(WHAT TO WORK ON) When a line contains the string "solid", it counts once; give the total of such lines in the entries below and nothing else.

*** Begin section ***

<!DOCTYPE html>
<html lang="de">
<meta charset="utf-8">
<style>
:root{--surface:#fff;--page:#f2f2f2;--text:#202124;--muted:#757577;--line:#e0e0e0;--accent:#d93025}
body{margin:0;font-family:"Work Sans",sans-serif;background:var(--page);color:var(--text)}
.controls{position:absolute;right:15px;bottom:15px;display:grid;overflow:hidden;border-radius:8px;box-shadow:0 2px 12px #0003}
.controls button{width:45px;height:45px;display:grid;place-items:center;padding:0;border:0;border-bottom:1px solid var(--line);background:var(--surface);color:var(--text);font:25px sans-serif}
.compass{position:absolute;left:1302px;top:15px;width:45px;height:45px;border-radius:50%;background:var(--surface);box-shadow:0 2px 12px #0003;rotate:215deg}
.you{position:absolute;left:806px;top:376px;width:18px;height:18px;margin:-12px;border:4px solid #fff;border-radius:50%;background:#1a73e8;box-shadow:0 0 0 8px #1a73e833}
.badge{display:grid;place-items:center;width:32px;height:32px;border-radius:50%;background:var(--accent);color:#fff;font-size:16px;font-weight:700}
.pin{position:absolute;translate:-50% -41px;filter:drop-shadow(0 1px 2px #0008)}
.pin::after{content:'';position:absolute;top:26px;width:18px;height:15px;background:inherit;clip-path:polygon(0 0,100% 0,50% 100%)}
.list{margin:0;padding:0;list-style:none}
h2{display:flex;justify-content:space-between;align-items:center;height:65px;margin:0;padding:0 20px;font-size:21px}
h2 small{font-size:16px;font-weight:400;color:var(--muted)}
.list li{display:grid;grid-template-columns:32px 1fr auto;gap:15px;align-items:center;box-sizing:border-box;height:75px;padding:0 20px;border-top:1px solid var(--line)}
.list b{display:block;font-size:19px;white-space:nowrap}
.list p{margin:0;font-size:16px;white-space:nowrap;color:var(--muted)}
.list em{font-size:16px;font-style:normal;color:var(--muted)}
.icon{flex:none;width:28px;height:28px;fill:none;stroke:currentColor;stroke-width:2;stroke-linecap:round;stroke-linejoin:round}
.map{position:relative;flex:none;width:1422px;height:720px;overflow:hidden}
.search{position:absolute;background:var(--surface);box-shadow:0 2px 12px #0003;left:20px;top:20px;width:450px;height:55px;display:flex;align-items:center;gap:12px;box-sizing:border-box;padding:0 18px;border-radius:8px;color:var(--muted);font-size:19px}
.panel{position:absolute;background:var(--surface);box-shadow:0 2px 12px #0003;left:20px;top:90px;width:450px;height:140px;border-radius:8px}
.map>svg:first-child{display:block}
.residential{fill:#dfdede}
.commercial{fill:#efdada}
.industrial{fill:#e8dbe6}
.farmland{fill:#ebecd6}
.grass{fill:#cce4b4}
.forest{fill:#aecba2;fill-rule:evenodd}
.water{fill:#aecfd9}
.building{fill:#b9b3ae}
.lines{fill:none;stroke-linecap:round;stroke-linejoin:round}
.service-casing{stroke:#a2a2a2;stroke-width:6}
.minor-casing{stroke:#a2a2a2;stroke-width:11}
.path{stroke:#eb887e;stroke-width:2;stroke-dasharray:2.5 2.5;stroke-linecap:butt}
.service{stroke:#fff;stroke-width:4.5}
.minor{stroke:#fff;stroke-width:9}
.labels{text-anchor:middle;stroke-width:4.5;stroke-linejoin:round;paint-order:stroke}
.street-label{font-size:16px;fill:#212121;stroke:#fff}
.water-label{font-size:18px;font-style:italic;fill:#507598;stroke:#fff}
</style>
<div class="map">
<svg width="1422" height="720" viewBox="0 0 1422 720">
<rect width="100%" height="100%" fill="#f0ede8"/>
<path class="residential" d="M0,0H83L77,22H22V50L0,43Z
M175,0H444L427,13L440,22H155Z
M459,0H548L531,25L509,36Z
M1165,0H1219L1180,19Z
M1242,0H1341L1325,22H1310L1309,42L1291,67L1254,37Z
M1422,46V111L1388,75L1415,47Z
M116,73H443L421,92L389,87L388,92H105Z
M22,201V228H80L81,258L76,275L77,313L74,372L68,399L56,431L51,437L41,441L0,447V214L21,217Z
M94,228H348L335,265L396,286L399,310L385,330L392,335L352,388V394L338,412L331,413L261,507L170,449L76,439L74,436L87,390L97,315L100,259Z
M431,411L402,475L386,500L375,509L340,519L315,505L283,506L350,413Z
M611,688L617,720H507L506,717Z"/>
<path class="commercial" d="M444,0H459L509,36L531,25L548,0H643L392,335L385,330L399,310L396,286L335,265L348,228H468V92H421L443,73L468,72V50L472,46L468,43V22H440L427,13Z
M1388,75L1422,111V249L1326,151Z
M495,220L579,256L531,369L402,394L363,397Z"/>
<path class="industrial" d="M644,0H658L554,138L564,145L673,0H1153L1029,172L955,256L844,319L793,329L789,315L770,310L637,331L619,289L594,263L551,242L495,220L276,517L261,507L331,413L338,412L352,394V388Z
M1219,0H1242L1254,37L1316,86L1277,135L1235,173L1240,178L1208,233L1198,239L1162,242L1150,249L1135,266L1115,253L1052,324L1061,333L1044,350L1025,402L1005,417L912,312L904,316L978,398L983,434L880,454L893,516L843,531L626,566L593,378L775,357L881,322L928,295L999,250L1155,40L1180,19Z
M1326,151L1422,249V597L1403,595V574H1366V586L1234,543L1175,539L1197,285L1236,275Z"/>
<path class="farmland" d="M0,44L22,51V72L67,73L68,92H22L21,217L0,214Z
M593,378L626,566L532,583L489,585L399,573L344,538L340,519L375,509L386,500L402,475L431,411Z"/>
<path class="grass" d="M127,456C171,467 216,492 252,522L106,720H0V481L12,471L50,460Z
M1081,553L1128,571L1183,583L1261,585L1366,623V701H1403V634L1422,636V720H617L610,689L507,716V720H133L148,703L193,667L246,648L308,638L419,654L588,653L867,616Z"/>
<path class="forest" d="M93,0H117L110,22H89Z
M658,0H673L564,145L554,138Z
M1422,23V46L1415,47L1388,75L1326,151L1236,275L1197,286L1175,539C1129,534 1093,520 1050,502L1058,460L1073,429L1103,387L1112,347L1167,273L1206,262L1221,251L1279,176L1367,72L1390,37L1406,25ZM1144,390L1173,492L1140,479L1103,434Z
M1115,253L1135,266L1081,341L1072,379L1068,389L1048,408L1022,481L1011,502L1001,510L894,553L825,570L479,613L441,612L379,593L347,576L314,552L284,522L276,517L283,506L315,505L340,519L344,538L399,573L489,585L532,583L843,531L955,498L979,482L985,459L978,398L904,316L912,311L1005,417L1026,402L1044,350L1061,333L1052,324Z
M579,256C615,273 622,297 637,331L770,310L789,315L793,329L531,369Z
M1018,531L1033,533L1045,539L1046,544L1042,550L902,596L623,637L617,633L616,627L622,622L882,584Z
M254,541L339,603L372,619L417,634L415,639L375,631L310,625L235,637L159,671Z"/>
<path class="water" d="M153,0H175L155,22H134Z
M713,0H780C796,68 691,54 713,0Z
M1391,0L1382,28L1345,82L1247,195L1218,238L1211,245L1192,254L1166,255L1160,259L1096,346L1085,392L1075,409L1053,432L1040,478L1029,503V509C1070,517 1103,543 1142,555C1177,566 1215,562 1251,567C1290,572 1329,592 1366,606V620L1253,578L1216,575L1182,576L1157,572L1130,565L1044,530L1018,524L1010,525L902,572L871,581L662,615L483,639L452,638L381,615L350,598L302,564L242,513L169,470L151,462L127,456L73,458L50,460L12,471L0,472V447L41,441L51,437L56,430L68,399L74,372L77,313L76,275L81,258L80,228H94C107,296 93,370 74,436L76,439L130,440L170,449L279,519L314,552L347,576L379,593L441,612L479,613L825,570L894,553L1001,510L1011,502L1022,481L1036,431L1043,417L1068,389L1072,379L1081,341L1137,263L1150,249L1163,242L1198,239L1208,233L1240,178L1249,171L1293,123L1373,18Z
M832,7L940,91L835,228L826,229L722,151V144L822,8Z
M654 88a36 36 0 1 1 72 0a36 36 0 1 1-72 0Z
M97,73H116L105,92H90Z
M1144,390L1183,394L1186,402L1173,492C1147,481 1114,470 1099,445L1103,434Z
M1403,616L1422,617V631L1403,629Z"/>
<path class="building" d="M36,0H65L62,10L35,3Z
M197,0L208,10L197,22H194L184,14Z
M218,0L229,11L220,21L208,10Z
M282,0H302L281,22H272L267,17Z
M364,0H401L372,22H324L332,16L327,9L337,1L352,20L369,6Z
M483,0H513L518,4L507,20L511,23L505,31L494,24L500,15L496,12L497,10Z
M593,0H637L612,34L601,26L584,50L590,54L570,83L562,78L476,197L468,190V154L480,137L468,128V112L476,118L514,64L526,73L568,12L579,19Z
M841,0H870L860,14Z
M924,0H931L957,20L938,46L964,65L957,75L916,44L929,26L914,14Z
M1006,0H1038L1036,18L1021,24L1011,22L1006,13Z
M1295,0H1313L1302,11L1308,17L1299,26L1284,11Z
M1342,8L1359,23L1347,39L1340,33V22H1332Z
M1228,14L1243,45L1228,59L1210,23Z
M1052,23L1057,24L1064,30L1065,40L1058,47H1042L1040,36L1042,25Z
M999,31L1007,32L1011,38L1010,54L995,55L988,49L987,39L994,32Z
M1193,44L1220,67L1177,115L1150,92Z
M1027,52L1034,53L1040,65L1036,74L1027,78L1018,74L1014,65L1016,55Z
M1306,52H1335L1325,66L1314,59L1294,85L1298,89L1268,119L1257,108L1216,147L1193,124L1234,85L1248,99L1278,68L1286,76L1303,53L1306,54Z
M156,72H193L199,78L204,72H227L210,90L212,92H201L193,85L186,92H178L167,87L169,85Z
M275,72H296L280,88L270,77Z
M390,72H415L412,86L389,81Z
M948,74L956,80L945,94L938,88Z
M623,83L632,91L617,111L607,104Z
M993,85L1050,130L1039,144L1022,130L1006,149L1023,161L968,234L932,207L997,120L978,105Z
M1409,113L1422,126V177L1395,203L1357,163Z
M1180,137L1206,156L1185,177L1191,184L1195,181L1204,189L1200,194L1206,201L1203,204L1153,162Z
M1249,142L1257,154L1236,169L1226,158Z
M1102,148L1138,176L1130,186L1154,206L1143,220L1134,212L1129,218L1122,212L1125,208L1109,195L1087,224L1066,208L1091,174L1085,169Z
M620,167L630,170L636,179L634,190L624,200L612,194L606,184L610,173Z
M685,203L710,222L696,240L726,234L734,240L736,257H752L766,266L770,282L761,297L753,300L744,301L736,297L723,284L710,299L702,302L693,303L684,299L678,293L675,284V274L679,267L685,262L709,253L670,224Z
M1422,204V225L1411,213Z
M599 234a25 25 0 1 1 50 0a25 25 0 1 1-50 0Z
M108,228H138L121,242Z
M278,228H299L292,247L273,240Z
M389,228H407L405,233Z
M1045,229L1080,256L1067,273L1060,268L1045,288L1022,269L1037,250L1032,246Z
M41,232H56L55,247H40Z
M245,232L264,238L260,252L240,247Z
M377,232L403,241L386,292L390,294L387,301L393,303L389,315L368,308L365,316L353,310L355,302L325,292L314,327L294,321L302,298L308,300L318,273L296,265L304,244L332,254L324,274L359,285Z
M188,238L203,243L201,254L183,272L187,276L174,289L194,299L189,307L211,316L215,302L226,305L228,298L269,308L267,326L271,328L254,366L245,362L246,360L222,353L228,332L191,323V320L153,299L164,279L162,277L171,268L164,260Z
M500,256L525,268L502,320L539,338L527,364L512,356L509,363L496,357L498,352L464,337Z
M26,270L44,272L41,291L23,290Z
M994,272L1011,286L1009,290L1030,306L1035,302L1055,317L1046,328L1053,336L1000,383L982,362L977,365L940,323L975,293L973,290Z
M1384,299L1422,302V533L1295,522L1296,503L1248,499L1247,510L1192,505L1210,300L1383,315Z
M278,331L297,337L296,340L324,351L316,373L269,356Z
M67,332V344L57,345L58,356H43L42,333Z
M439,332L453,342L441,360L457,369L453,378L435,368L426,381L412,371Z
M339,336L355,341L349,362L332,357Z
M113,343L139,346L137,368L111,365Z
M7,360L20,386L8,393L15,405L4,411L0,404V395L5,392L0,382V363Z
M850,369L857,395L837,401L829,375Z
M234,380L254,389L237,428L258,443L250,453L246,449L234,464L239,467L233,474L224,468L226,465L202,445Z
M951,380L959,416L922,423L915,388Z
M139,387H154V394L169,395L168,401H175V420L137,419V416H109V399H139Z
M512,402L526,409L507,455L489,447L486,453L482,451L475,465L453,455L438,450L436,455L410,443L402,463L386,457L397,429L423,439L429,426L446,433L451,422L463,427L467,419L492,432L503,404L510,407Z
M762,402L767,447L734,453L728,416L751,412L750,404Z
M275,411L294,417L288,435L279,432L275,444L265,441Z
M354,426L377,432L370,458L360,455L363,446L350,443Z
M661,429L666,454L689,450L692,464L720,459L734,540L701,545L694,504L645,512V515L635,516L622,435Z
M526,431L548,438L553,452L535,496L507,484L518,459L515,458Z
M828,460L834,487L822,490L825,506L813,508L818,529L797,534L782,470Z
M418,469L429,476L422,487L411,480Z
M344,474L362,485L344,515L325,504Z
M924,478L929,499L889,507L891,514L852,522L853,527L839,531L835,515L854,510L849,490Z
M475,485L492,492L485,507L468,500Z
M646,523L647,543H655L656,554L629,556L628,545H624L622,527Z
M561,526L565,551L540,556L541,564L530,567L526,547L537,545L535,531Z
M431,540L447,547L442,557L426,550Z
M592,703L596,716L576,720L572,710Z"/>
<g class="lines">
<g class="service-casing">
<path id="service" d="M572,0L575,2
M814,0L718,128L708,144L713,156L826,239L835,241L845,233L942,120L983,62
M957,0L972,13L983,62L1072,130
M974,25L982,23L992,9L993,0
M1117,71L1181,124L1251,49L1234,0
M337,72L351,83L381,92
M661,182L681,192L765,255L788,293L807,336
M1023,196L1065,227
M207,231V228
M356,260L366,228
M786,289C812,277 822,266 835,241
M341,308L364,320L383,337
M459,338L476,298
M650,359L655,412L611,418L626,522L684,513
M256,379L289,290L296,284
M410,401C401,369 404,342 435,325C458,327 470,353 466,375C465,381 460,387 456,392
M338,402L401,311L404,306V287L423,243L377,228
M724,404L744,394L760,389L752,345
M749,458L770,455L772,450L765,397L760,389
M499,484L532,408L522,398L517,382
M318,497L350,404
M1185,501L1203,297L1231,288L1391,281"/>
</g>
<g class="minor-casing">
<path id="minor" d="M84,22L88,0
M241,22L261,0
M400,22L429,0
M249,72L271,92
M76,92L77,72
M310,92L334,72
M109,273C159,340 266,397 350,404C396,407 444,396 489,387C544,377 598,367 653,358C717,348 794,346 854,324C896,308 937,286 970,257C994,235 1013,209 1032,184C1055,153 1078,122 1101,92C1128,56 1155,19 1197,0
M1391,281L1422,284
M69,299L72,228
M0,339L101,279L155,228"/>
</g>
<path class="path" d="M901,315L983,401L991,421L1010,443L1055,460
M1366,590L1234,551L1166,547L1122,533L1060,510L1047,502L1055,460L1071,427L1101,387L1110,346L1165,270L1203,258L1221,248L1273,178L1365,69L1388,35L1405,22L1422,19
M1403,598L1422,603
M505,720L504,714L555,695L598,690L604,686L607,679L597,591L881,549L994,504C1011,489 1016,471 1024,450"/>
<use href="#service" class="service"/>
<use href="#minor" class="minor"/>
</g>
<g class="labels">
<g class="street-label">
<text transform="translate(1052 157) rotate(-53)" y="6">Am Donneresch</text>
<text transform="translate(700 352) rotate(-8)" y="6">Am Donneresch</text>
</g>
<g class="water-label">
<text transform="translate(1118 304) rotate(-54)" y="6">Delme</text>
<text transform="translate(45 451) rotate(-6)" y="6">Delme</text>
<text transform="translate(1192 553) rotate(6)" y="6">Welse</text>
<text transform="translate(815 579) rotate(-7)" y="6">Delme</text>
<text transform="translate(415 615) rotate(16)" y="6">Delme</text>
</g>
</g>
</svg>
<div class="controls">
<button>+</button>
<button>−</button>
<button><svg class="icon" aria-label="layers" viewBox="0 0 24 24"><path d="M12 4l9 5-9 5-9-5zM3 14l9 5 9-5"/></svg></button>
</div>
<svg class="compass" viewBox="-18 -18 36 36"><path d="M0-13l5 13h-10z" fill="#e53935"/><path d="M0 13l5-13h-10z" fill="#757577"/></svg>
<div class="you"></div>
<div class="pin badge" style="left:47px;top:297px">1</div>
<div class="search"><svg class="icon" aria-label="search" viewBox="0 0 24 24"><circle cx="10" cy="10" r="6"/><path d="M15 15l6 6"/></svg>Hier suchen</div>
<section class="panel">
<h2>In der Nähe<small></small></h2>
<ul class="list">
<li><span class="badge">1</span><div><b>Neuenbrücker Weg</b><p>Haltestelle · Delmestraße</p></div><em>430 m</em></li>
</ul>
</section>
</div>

*** End section ***

(WRITTEN SOLUTION) 3